At first, the idea seemed crazy to me. It was March of 2010 and I had just gotten engaged to my boyfriend of 6 years. We were living in Germany, and he had spontaneously proposed during an afternoon hike close to his Bavarian hometown. Following on the heels of our engagement, we made the decision to return to Bavaria the following year to celebrate for our wedding. The only problem? We also planned to move back to the States in the meantime! In fact, the time between our engagement and our departure back to the States was so tight, that we were only left with one day to look for a suitable venue. None of those we saw ended up being our “dream location.”
And so it was in April of that year, that I headed back to the United States with a full list of “to-dos” to complete from more than 3000 miles away. From day one, I had to be realistic about many things: like, for example, that my wedding wouldn’t be full of the many DIY details that I had fawned over in bridal blogs. It just wouldn’t be logistically possible to ship decorations over from the States, so I would have to make do with the linens provided by the venue, plus a few IKEA-bought candles that we could easily pick up over there (FYI – Germany has more IKEA stores than any other country, which explains why most homes there look like a page out of the catalogue!)
The inherent cultural differences between Germany and the US also posed a few additional bumps along the way, as I found that my expectations didn’t always align with the outcome or options I was met with. Like the fact that none of my vendors asked for a deposit – except for my photographer, who was American. While this may seem like a dream, given the cost of most weddings, keep in mind that deposits also offer protection. It was only after our officiant randomly gave away our date 6 months after booking that we actually began to ask our vendors if we could put down a deposit (as you can imagine, most said yes!). I also found it difficult to locate a baker that could reproduce the dream of a modern 4-tiered cake that I had held in my head for years. In Germany, the norm still leans towards plainer, more traditional cakes – most commonly, flat heart-shaped cakes covered in fruit.

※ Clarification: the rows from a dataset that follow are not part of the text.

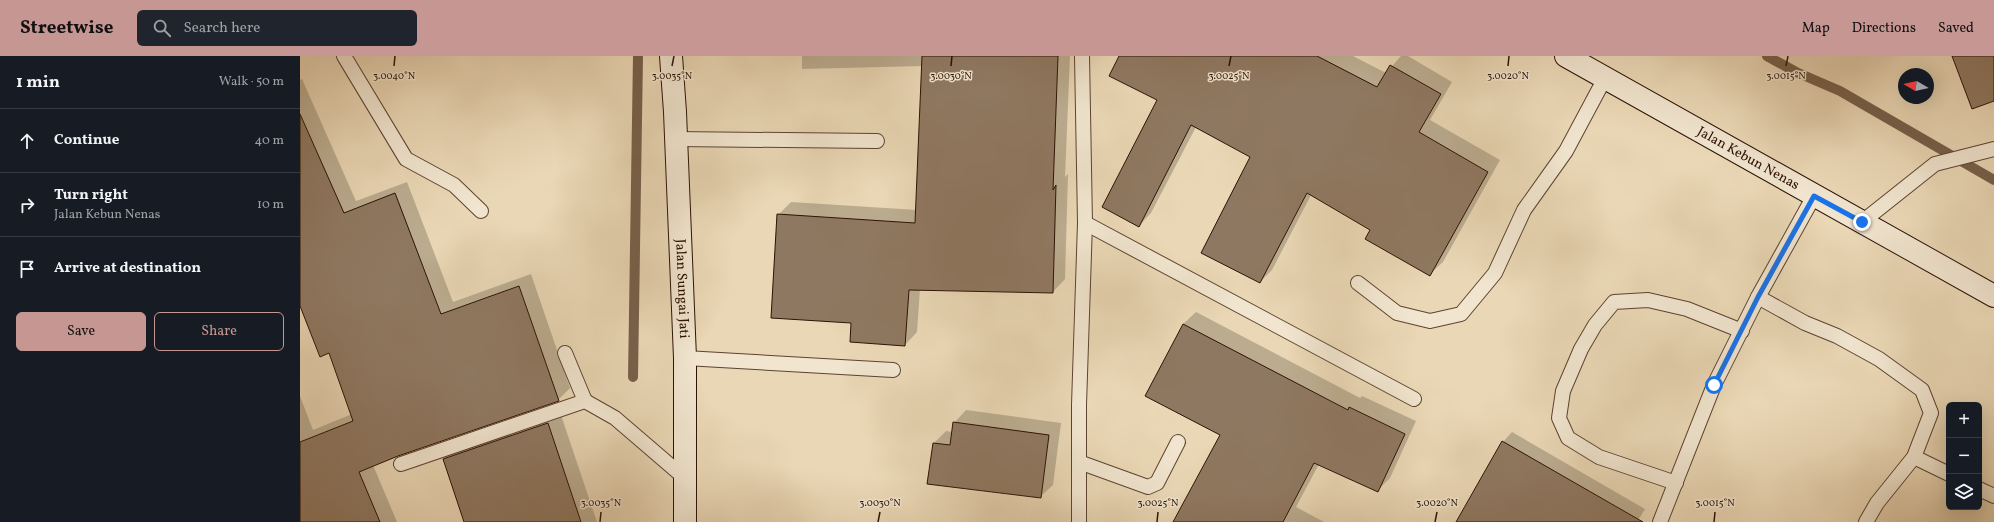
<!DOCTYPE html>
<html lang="en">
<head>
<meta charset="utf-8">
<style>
	:root { --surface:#171b24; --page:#20242c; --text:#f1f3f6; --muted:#9ea1a6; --line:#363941; --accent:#c59692 }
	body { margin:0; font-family:Vollkorn,serif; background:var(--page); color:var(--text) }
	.controls { position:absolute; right:12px; bottom:12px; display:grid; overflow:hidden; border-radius:6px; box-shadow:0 4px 16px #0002 }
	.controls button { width:36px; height:36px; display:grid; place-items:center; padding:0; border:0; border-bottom:1px solid var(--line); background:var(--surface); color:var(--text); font:20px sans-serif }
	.compass { position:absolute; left:1598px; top:12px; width:36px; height:36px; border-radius:50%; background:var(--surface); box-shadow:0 4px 16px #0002; rotate:279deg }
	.stop { position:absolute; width:12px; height:12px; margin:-9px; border:3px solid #1a73e8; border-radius:50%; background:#fff }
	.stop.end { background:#1a73e8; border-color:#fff; box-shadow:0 1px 4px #0008 }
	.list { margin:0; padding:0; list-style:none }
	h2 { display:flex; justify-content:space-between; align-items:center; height:52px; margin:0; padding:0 16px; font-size:17px }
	h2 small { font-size:13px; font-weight:400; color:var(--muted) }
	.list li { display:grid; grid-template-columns:26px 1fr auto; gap:12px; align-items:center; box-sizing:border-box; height:64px; padding:0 16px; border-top:1px solid var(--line) }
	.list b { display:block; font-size:15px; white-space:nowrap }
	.list p { margin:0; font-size:13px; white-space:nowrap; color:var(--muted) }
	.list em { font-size:13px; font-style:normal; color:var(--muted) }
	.actions { display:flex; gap:8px; padding:12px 16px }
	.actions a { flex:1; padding:9px 0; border:1px solid var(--accent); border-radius:6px; text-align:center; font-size:14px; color:var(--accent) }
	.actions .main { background:var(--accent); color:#111 }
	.icon { flex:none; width:22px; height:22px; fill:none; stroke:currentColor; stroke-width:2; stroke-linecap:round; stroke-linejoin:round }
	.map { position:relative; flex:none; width:1694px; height:466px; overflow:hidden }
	header { display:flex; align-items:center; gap:24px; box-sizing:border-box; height:56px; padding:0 20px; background:var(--accent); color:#111 }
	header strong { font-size:19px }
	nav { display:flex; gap:22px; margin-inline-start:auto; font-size:14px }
	.search { width:280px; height:36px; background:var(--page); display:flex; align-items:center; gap:10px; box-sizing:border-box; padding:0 14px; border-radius:6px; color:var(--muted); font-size:15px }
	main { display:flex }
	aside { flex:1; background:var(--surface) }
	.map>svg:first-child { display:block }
</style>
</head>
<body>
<header>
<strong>Streetwise</strong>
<div class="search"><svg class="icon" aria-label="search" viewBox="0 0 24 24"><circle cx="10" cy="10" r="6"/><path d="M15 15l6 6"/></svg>Search here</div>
<nav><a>Map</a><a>Directions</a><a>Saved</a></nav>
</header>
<main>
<aside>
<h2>1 min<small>Walk · 50 m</small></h2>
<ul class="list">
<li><svg class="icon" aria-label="ahead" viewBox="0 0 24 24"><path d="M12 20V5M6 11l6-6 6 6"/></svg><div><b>Continue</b></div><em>40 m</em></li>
<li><svg class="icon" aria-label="right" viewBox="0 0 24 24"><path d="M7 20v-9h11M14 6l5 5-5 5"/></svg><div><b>Turn right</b><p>Jalan Kebun Nenas</p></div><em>10 m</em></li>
<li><svg class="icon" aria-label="arrive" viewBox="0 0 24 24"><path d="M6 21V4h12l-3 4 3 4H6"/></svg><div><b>Arrive at destination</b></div></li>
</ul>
<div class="actions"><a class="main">Save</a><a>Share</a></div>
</aside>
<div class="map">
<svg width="1694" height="466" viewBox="0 0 1694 466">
	<rect width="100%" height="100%" fill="#ead7b5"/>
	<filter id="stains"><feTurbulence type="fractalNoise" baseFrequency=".005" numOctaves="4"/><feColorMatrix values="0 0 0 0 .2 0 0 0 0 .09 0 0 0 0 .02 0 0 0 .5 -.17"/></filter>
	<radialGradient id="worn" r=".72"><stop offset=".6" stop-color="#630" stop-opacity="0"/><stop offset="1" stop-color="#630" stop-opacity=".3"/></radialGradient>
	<!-- shadow -->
	<g fill="#0003">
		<path d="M 502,0 L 770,0 L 765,121 L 768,118 L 765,223 L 753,236 L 620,233 L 617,276 L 605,289 L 478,159 L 491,146 L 617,154 L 623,10 L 502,13 Z"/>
		<path d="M 820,0 L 1053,0 L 1086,17 L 1101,0 L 1108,0 L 1152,26 L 1130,64 L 1200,104 L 1143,206 L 1130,218 L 1072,174 L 1011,139 L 972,214 L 960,226 L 952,100 L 896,71 L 851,157 L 839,170 L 859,44 Z"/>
		<path d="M 2,23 L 56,145 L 107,126 L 153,246 L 231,218 L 270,332 L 258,344 L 73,409 L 97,466 L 0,466 L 0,340 L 13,374 L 52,358 L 30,296 L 0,247 L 0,24 Z"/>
		<path d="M 896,256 L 1060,342 L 1062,340 L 1116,365 L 1090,422 L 1077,435 L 1019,408 L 996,451 L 1024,466 L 874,466 L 921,379 L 883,268 Z"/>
		<path d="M 666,354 L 761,367 L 753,429 L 740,441 L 634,387 L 646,375 L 652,376 L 654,367 Z"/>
		<path d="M 260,356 L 297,466 L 165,466 L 144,403 L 155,391 Z"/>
		<path d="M 1212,376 L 1345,453 L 1337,466 L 1157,466 L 1203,386 Z"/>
	</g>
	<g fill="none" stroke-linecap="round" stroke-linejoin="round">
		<!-- stream -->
		<g stroke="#77604b" stroke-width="10">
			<path d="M 1467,0 L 1496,16 L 1540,35 L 1694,124"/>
			<path d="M 333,321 L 338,0"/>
		</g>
	</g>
	<!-- building -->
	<g fill="#8f7861" stroke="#2c1205">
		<path d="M 622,0 L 758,0 L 753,134 L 756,129 L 753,237 L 609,234 L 605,290 L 550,286 L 551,267 L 471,262 L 477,158 L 615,167 Z"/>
		<path d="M 819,0 L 1017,0 L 1077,31 L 1090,9 L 1141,38 L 1119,76 L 1188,116 L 1130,220 L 1065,183 L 1070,174 L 1007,137 L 960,227 L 901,197 L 950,101 L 891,69 L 839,171 L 802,151 L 857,44 L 809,20 Z"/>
		<path d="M 1652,0 L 1694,0 L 1694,45 L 1672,53 Z"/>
		<path d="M 0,58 L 44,157 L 95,137 L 141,258 L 219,230 L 259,345 L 98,400 L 59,416 L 80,466 L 0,466 L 0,386 L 53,365 L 29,297 L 20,301 L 0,250 Z"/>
		<path d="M 883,268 L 1048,354 L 1049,351 L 1105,378 L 1078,436 L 1014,407 L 983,466 L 873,466 L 920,379 L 845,340 Z"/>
		<path d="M 653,366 L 749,379 L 741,442 L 627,428 L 633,387 L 650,389 Z"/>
		<path d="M 248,367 L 281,466 L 164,466 L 143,403 Z"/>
		<path d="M 1202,385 L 1343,466 L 1156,466 Z"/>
	</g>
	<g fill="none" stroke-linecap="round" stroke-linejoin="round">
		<!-- lane casing -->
		<g stroke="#5c4331" stroke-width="16">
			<g id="lane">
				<path d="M 44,0 L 106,103 L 154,129 L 181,155"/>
				<path d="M 375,83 L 577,85"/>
				<path d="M 1562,166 L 1635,108 L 1694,93"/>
				<path d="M 785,167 L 1114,343"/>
				<path d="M 1058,227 L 1097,257 L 1130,265 L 1161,258 L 1195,217 L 1224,154 L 1266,95 L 1305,22"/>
				<path d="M 1458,241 L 1505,267 L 1537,280 L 1579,303 L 1622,334 L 1631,357 L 1614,401 L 1577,447 L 1566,466"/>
				<path d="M 265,297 L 285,345"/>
				<path d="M 385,302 L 593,314"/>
				<path d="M 1614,401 L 1649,418"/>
				<path d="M 779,406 L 848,431 L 857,427 L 878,386"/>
				<path d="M 101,408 L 285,345 L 315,362 L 386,423"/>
				<path d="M 1376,427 L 1299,401 L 1268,382 L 1259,362 L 1263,335 L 1281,293 L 1295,269 L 1314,246 L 1348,244 L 1387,253 L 1442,275"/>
				<path d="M 1679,433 L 1694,440"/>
				<path d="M 779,466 L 779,349 L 785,167 L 782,0"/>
				<path d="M 1360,466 L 1414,329 L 1458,241 L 1514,140"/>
			</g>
		</g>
		<!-- secondary casing -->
		<g stroke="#2c1205" stroke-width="24">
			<g id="secondary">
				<path id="s1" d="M 371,0 L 375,56 L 385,302 L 385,466"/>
				<path id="s2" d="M 1266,0 L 1694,240"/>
			</g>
		</g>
		<!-- lane -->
		<use href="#lane" stroke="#f1e5cf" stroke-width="14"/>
		<!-- secondary -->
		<use href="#secondary" stroke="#f1e5cf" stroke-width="22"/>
	</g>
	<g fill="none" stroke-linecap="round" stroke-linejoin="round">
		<!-- route -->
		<path stroke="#1a73e8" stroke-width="5" d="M 1414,329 L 1458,241 L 1514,140 L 1562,166"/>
	</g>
	<!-- ticks -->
	<path fill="none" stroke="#2c1205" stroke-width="1.5" d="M 94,10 L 95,0M 372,10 L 374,0M 651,10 L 652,0M 929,10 L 931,0M 1208,10 L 1209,0M 1486,10 L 1488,0M 300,466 L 301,456M 578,466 L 580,456M 857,466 L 858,456M 1135,466 L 1137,456M 1414,466 L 1415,456"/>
	<g text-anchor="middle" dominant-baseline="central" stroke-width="3" stroke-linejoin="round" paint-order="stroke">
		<!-- street labels -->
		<g font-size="14" fill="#2c1205" stroke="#f1e5cf">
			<text stroke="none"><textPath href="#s2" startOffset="209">Jalan Kebun Nenas</textPath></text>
			<text stroke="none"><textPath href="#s1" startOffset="233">Jalan Sungai Jati</textPath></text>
		</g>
	</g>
	<g font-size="10" text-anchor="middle" fill="#2c1205" stroke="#f1e5cf" stroke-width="3" stroke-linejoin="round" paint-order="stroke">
		<text x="94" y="23">3.0040°N</text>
		<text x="372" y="23">3.0035°N</text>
		<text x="651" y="23">3.0030°N</text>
		<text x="929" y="23">3.0025°N</text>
		<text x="1208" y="23">3.0020°N</text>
		<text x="1486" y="23">3.0015°N</text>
		<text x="301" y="450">3.0035°N</text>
		<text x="580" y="450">3.0030°N</text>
		<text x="858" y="450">3.0025°N</text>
		<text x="1137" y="450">3.0020°N</text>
		<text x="1415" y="450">3.0015°N</text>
	</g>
	<rect width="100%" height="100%" filter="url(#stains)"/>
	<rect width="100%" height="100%" fill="url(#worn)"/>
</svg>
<div class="controls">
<button>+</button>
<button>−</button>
<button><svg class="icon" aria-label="layers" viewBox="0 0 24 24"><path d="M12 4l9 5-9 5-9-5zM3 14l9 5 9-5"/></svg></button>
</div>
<svg class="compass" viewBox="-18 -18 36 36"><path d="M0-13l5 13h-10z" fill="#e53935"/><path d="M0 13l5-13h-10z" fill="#9ea1a6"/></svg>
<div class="stop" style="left:1414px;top:329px"></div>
<div class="stop end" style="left:1562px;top:166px"></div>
</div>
</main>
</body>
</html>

But the thing is, after several months of trying to contrive my wedding to be the event I had always imagined it to be – I stopped. I realized that it simply wasn’t going to look like the weddings I had seen in American magazines…but that this was a good thing! I had chosen to have my wedding in Germany for a reason, and I needed to embrace what it would mean to have a German wedding with American flair…rather than trying to have an “American wedding” in Germany! Once I came to this realization, I began to treasure the cultural surprises, rather being than be thrown by them. Not only did this make for a much less stressful planning experience, it also made for some incredible adventures too!
So while a having an overseas wedding meant that I had to give up control about many things, it also means that I now get to tell my kids I was married in a palace (Schloss Nymphenburg) and that I incorporated several different languages into my ceremony. I also get to show them the formal pictures I took in Munich’s main square (Marienplatz) and recount memories of having tourists follow me to take pictures. So if you’d ask me if I’d go back and change anything – I’d say no, not in a million years.
Have you ever attended a wedding or another type of celebration abroad? What kind of cultural differences did you experience?